When I stumbled into the medical blogosphere (about 2 and a half years ago now), I felt exactly the same way: These were the people who were saying what I was thinking, who I could ask about treatment or television or anything in between. Who understand that it's not all about being sick, but that it's never not about being sick. And so, my 'tribe' expanded, and I have been much the luckier for it.
I've been visiting Laurie's blog for about 2 years now, and she's definitely one of my people: She just gets it. She talks about all of the things that are important in her life, and because her life is impacted by her illnesses, than so are those things. Who she is isn't just 'the sick girl,' but she understands how it feels to be seen that way. In her book, and at the signing last night, she talked a bit about suffering and chronic illness, and how if you're going to go looking for plus sides to the suffering... and you'll have to look really, really hard, because it doesn't have all that many... maybe it's that you can see the suffering, understand the suffering of others. One thing about Laurie's blog, and now the book, is that her ability to empathize is front and center.
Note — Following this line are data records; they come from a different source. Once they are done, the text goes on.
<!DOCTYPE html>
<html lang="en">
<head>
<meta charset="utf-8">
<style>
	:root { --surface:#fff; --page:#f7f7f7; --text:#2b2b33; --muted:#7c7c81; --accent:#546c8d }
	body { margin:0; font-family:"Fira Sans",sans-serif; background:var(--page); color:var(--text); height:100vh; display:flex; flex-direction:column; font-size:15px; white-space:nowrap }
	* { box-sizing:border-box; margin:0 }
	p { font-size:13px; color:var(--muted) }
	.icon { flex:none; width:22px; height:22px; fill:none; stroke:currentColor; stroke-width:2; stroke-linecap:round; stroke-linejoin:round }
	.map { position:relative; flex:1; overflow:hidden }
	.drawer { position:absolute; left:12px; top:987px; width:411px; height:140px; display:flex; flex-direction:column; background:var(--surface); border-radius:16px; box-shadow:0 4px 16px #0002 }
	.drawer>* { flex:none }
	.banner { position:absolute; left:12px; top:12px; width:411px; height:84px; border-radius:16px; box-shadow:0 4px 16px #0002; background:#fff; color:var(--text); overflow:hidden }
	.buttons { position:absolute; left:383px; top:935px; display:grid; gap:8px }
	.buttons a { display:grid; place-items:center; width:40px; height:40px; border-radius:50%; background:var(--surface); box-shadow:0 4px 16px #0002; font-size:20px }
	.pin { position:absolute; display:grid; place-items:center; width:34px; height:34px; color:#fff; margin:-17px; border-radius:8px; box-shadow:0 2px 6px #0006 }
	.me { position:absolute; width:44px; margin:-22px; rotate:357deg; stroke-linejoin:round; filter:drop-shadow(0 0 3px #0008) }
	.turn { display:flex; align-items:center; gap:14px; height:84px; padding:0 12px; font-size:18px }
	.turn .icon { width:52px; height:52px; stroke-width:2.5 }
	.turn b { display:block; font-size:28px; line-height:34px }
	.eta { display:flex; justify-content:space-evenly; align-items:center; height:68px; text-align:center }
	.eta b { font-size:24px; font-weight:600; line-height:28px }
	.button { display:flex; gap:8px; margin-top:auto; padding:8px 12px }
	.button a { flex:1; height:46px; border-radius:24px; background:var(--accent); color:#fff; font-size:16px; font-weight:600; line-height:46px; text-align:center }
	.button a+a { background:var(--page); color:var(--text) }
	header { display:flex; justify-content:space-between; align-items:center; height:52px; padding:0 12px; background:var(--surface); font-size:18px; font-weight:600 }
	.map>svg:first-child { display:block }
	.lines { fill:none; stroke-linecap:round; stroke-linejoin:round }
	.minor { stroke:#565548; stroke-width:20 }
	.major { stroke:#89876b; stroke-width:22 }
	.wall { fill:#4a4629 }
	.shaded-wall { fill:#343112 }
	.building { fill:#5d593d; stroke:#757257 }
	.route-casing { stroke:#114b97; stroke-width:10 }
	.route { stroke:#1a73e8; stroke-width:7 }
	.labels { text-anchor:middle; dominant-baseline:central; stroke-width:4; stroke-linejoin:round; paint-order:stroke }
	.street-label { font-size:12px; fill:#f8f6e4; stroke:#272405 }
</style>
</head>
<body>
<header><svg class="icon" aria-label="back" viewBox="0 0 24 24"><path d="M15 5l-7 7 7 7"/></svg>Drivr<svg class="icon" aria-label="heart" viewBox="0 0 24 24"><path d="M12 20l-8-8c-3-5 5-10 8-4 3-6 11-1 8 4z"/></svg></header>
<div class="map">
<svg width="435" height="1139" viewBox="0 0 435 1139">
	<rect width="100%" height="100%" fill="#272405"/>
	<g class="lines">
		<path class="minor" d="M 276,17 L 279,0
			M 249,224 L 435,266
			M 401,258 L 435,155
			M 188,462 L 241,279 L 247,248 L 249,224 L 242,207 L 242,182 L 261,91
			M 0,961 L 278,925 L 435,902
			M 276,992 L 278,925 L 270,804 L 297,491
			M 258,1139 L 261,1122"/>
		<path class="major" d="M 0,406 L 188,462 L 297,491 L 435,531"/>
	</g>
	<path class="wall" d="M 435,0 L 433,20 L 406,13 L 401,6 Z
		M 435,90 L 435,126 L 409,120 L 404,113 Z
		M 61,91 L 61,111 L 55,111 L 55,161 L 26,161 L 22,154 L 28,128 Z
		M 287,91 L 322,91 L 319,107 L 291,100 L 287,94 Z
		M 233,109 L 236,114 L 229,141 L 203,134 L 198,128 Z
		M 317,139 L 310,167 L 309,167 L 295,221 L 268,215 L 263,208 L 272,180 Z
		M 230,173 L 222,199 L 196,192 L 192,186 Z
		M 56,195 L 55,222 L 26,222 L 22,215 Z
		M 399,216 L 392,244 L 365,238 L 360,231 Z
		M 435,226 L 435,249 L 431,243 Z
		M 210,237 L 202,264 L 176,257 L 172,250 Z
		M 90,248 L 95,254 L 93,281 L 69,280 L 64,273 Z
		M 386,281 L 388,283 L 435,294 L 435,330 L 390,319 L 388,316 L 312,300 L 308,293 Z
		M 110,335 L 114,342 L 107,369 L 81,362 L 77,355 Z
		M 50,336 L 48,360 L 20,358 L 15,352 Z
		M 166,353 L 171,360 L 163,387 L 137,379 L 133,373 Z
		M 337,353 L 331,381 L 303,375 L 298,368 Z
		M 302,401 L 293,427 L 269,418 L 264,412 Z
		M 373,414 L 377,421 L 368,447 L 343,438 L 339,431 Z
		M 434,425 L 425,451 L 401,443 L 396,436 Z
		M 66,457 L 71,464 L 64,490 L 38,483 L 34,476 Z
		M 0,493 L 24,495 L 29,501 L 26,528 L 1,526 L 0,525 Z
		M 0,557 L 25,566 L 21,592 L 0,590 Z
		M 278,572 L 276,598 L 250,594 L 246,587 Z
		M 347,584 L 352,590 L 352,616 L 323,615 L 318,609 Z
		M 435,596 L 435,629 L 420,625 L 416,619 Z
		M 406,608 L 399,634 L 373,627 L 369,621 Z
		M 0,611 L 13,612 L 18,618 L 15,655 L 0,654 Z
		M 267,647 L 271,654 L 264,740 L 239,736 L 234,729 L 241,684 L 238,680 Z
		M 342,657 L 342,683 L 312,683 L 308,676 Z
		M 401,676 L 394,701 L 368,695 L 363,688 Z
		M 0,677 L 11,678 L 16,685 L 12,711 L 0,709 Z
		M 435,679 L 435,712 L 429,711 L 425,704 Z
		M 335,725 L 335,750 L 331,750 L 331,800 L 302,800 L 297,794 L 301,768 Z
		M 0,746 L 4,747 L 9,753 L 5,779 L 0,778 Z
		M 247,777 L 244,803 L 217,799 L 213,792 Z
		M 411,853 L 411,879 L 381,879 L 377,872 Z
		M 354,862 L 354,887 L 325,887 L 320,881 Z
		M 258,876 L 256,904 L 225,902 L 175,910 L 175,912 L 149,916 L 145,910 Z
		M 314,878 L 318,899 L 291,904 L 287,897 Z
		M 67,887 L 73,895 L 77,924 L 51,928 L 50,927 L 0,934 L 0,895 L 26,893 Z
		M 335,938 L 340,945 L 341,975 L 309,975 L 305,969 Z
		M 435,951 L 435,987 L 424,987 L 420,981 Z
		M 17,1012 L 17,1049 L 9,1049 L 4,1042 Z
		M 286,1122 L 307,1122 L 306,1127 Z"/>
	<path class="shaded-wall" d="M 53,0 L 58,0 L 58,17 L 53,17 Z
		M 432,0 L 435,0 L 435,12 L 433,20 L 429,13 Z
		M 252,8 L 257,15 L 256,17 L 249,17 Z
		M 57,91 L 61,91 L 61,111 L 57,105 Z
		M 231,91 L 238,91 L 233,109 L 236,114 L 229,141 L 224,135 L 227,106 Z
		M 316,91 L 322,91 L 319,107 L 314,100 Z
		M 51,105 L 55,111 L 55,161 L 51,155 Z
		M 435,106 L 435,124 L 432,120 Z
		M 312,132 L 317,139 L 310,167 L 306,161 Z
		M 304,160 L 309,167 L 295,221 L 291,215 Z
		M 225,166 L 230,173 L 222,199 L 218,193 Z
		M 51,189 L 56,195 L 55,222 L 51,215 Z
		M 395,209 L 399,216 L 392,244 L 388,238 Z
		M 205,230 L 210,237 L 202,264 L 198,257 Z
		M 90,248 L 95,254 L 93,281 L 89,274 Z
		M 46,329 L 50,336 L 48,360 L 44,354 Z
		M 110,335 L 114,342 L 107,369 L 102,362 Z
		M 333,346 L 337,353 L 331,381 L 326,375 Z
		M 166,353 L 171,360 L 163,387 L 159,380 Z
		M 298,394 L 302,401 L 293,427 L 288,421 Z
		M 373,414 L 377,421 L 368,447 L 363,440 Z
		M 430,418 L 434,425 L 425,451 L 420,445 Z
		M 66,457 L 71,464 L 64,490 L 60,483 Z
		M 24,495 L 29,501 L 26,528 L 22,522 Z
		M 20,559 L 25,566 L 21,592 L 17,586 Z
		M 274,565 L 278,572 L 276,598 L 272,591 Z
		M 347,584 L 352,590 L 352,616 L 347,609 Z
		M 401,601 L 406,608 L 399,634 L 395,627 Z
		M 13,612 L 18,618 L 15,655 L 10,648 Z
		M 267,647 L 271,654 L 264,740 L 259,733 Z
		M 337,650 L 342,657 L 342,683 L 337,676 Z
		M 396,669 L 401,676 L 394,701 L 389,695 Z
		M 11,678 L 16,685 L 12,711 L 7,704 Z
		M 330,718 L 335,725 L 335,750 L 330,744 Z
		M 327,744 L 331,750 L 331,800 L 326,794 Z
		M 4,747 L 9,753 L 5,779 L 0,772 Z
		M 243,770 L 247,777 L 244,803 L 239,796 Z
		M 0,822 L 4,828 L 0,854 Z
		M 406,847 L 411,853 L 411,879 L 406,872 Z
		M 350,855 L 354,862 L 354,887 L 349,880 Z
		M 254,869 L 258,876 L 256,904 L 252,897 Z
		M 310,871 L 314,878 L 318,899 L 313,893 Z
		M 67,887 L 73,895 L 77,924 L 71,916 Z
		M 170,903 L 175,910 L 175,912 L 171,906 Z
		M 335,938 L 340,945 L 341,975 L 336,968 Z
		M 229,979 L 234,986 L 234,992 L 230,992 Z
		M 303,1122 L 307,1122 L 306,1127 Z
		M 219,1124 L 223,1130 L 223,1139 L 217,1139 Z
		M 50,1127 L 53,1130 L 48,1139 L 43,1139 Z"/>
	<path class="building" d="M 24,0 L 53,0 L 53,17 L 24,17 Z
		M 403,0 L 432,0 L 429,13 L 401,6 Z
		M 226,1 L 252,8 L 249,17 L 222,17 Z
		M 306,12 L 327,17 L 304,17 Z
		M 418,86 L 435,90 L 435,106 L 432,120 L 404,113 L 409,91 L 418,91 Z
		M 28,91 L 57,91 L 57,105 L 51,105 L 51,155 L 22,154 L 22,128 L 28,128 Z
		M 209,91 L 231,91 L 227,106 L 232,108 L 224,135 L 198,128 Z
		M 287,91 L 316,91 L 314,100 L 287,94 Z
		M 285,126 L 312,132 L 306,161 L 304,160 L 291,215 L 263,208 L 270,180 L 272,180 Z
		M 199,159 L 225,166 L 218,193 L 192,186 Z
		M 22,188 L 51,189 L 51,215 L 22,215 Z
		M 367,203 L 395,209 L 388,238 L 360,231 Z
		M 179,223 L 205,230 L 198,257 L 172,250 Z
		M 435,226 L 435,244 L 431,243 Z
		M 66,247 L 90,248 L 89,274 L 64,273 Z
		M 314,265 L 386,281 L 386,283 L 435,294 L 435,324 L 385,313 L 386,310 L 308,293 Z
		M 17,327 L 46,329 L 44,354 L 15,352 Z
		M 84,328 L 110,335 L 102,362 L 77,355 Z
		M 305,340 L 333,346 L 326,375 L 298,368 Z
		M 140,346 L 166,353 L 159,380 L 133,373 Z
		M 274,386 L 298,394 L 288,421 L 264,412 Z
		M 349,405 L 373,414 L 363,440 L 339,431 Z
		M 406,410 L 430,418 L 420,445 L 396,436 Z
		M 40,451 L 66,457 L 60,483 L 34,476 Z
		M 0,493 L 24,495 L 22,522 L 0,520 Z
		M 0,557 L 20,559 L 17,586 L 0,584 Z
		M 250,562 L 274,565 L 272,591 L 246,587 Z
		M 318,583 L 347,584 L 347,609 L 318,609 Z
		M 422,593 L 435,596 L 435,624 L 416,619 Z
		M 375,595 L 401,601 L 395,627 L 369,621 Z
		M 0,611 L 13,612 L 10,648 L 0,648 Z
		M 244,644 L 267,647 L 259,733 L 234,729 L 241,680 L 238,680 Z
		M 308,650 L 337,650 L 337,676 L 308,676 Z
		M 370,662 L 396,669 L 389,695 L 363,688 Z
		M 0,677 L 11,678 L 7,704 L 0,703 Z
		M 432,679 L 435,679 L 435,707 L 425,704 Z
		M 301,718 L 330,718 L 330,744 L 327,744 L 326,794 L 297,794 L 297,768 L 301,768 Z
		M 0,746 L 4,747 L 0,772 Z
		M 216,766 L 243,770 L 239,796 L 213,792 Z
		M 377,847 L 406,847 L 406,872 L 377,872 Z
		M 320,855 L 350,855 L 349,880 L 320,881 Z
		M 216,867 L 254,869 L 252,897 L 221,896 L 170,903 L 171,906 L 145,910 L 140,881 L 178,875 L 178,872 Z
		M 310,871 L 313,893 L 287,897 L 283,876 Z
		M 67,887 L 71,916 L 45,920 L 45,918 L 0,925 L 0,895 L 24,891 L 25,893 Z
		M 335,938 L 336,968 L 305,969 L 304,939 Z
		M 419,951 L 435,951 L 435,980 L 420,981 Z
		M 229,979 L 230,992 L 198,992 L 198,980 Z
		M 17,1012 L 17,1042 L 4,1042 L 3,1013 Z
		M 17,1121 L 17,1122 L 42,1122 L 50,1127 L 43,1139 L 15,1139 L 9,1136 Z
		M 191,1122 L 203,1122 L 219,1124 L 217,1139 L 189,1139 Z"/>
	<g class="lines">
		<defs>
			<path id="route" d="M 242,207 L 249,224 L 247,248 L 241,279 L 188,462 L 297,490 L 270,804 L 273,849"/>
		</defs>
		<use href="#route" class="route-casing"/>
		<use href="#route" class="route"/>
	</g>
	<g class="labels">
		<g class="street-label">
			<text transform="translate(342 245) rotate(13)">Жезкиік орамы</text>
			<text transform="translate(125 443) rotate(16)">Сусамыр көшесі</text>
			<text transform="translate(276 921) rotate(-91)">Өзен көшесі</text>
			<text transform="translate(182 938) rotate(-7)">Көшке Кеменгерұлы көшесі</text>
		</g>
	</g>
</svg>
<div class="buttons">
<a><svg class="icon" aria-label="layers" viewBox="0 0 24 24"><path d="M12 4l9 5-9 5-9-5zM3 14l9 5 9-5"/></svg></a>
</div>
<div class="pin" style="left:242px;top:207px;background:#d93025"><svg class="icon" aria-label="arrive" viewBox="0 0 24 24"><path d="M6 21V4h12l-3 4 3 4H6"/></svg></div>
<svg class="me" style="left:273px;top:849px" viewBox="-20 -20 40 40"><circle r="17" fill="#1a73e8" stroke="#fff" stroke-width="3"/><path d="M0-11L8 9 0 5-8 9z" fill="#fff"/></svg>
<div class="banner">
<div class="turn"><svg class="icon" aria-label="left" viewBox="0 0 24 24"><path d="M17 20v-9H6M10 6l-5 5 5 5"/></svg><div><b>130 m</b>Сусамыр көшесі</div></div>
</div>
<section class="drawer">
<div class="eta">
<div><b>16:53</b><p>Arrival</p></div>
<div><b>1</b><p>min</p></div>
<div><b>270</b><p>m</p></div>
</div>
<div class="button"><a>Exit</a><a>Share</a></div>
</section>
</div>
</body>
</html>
But she doesn't gloss over everything either: Life Disrupted is subtitled "Getting Real about Chronic Illness in your Twenties & Thirties," and it follows through on that... There's not a martyr or saint in the mix, and she busts more than one myth about disabled young adults. She talks about employment, marriage, money, & babies - The title of that chapter: "Can vs Should" pretty much sums it up, and I'll just let you know that I cried my way through that entire chapter, but that's something we'll talk about at another time. Even though there were some really tough parts, it was only because they're so true to life... to my life, anyways.
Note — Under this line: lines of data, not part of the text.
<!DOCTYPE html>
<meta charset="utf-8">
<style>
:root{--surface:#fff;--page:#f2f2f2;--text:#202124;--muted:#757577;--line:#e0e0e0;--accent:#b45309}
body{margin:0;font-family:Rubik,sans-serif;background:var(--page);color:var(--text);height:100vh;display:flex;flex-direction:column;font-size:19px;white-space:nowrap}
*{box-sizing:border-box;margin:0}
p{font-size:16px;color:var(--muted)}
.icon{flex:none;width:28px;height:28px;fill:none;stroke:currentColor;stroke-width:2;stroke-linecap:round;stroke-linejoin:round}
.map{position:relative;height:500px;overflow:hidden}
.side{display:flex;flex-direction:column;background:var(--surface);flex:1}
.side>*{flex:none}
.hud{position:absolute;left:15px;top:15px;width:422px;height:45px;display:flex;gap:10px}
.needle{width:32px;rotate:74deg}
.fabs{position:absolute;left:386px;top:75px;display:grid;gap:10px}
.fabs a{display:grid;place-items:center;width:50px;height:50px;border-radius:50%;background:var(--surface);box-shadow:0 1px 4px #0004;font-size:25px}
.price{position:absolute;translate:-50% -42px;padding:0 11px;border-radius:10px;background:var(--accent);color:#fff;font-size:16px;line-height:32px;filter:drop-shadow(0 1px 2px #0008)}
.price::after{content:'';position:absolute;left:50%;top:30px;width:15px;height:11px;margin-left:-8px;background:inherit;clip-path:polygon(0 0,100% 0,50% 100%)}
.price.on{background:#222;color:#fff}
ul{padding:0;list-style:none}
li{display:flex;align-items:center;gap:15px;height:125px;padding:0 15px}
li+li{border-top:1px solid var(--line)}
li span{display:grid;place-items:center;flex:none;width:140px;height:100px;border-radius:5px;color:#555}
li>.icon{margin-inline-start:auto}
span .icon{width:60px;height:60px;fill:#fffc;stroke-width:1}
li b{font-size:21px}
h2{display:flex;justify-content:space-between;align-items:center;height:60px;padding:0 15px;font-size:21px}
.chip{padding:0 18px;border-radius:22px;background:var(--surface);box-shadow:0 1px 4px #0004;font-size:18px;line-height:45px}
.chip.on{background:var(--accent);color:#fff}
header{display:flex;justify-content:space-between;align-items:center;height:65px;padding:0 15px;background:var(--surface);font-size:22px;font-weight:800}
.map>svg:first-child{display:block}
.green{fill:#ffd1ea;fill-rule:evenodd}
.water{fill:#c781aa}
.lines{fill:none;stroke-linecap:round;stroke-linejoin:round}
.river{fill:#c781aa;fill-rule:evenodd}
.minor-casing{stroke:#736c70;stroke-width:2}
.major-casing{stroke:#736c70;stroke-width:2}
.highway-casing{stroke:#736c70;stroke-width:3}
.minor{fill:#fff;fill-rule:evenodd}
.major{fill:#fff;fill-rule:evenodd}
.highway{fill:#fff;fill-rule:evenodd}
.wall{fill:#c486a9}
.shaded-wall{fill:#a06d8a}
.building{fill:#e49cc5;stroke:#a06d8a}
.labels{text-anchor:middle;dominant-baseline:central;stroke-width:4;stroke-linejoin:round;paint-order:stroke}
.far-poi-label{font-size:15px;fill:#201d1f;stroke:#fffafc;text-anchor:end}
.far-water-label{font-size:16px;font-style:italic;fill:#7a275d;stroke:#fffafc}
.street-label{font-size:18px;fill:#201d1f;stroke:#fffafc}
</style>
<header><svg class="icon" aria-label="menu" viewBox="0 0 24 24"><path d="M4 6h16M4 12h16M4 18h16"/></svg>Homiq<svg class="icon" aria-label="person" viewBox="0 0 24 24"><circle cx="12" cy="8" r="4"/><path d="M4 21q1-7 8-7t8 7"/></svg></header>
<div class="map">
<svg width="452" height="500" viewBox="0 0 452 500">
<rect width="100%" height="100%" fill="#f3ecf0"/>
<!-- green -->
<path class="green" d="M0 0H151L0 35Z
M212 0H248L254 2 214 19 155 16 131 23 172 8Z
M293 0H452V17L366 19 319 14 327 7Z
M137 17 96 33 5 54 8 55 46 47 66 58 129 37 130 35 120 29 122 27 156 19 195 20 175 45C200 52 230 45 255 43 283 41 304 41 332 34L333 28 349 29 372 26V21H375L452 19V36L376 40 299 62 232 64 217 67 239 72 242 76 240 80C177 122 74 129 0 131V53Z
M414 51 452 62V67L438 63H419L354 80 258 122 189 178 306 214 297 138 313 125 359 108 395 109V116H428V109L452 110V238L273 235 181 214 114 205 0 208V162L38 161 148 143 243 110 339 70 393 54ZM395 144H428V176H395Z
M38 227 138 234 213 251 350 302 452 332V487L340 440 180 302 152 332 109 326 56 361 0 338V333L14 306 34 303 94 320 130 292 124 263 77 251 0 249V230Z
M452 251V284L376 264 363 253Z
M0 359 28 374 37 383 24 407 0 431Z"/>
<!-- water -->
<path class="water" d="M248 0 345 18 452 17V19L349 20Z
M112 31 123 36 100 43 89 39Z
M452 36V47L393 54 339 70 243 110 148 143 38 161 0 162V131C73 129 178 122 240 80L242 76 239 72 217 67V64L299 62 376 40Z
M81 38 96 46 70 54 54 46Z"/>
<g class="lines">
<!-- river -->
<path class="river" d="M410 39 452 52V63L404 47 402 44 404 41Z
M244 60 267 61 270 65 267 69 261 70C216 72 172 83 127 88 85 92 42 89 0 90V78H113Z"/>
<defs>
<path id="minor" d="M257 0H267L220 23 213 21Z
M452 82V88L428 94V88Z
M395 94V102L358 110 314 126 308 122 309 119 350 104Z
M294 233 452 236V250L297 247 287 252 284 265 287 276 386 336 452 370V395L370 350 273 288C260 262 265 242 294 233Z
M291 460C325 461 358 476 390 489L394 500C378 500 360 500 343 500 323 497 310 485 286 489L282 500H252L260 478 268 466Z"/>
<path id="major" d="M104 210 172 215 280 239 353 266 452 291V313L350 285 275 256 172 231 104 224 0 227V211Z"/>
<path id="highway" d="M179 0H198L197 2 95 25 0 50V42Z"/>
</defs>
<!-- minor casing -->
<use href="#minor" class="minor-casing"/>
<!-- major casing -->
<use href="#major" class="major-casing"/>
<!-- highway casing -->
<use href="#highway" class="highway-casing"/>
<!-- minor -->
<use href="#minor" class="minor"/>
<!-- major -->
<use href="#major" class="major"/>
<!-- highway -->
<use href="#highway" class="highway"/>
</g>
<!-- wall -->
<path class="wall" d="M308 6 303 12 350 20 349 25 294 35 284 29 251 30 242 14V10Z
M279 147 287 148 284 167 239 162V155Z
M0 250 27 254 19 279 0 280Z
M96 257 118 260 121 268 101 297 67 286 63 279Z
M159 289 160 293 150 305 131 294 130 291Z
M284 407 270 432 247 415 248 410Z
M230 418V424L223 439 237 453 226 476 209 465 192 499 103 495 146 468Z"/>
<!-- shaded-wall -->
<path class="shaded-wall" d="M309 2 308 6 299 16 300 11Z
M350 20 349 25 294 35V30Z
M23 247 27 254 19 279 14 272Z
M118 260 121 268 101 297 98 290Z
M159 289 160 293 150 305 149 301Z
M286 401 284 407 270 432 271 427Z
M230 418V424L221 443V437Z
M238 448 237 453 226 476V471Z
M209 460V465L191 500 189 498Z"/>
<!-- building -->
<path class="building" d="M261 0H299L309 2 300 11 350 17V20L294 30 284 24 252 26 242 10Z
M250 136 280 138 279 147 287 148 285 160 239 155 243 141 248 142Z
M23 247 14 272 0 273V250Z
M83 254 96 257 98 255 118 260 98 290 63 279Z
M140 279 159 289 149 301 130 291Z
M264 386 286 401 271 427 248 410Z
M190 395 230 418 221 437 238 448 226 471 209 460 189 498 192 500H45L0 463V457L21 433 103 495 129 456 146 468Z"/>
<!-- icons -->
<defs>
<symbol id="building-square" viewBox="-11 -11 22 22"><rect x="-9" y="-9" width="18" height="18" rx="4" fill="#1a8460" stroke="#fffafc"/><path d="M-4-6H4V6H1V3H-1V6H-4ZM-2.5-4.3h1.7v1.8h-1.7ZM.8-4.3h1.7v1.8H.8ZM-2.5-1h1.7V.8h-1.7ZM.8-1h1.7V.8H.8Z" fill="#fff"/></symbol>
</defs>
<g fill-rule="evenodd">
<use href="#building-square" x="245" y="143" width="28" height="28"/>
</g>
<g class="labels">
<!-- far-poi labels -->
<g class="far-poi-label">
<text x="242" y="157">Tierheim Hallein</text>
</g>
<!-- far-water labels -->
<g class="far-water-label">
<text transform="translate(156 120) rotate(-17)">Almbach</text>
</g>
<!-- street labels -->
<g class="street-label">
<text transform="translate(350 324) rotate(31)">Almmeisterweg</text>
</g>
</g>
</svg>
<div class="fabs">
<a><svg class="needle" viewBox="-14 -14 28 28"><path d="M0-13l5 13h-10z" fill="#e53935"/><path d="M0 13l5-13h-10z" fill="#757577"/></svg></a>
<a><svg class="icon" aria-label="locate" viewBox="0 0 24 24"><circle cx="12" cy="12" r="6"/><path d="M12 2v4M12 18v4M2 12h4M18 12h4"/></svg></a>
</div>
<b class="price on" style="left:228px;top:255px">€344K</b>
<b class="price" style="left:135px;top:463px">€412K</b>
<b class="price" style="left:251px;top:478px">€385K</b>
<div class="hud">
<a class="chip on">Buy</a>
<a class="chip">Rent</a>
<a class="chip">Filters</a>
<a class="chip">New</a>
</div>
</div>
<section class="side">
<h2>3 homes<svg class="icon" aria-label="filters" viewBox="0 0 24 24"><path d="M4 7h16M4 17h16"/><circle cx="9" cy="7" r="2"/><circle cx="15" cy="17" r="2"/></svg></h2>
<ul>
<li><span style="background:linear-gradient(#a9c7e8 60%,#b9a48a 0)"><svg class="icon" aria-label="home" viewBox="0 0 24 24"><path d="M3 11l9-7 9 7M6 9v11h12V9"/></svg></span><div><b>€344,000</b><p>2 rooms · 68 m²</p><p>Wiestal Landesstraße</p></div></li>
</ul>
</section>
But there's millions of us out there: young adults with disabilities and chronic illnesses, who are all just trying to figure it out as we struggle through it. Everybody struggles - you all know how many things there are that you're making decisions about in your life, every single day: you know how complex and difficult it is to balance all of your needs together. Now imagine adding a chronic illness to that, and it's just one more thing that tips the scales. So it's nice to be a part of a community that helps you to work through those things, and it's nice to see that books like Laurie's can get published. Because people need to know, and she did a wonderful job of telling them.
She also threw a fan-tas-tic book signing, if I do say so: It may have been my first, but I found it impressive - packed and welcoming. Laurie and her family were exceptionally nice to me - I met her Dad, who had strict orders to keep to the back rows and busy himself with his camera, and who couldn't have been any prouder, I don't think. I didn't get to meet her husband John, but he waved to me as I was leaving, which I thought was nice. People I can only assume were her friends started up conversations with me, and let me sneak in the signing line when it had wrapped around to a place my chair wouldn't fit. And Laurie herself was just as nice in person as she is online... she answered questions honestly and with humor, wrote a sweet message in my copy of the book, and even invited me to a little party they were having after the signing. Which, unfortunately, I couldn't get to b/c it had already been quite a long day for me, and I was worn out, but I hope that she had a wonderful time, and that this won't be our only in-person meeting.
Laurie, congratulations on the book: it's fabulous, the signing was great, and I'm so glad to have met you!
Other peoples, particularly those of you who are interested/have no choice but to be interested in living with chronic illnesses: Buy Laurie's Book!